In the next chapter I will cover how I implemented this knowledge to create my own hexagonal map.

2.2. Building the first Hexagonal map

I followed along with the tutorial featured on Catlikecoding, as figuring out how to create a hexagonal map on my own was out of scope for this project. Full credits for the excellent implementation of a hexagonal grid map with in-depth explanation by Jasper Flick. You can find his work here.

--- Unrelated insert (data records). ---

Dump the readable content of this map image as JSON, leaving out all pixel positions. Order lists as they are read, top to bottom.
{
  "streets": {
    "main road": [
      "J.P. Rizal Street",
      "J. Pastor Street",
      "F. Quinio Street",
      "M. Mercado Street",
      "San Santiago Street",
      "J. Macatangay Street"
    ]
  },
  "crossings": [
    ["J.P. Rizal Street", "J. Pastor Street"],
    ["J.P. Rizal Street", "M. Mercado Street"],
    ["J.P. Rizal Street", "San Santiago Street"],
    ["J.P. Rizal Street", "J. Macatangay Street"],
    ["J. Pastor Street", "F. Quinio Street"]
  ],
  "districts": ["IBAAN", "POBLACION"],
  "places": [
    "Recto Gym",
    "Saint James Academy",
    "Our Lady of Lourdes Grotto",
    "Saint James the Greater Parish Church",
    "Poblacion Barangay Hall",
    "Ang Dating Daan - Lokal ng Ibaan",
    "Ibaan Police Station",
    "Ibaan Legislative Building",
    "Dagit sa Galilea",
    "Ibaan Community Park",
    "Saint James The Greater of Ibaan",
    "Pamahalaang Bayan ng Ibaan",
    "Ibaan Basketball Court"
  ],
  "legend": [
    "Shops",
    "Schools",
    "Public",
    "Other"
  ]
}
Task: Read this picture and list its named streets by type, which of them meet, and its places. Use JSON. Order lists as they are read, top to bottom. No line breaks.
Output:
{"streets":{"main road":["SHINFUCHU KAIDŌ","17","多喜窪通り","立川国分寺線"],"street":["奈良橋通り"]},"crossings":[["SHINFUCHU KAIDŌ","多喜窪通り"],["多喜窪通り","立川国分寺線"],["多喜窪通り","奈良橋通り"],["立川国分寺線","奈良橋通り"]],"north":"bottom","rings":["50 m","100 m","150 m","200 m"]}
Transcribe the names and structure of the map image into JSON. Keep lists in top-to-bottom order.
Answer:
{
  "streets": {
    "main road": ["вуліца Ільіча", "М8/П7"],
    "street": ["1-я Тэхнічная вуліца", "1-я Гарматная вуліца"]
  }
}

First we need to create a grid of hexagons. Because hexagons are shaped differently than squares, we also need to account for a different grid structure. Create a grid of squares, separate them from each other to leave some space in between. Now remember that hexagons cannot be positioned directly above one another. To account for this, we first need to offset each row along the X axis. This will create a Rhombus formation. Next, undo a part of the offset. All cells need to move back one additional step on every second row. Now that we have setup the hexagonal grid structure, let’s fill the grid with hexagons. We do this by rendering 6 triangles in a circular fashion to create a hexagon. Make the shape a bit bigger than the squares to fill the empty spaces in between. Now we have a working hexagonal grid! As mentioned in the previous chapter, I will be working with cube coordinates to take advantage of Unity’s Vector3 variable.

2.2.1. Adding multiple cell types

We also want to interact with the map. How do we add some colour to it? This is done by converting a pixel coordinate to a Hexagonal coordinate, as mentioned in the last chapter. We can send a raycast to an object with a mouse click. As soon as this raycast hits the object, in this case the hexagon, we can manipulate the object. In this case the manipulation will edit the cell’s colour. We add an UI component so we can choose some colours, then click on a cell and voila! We have different cell types.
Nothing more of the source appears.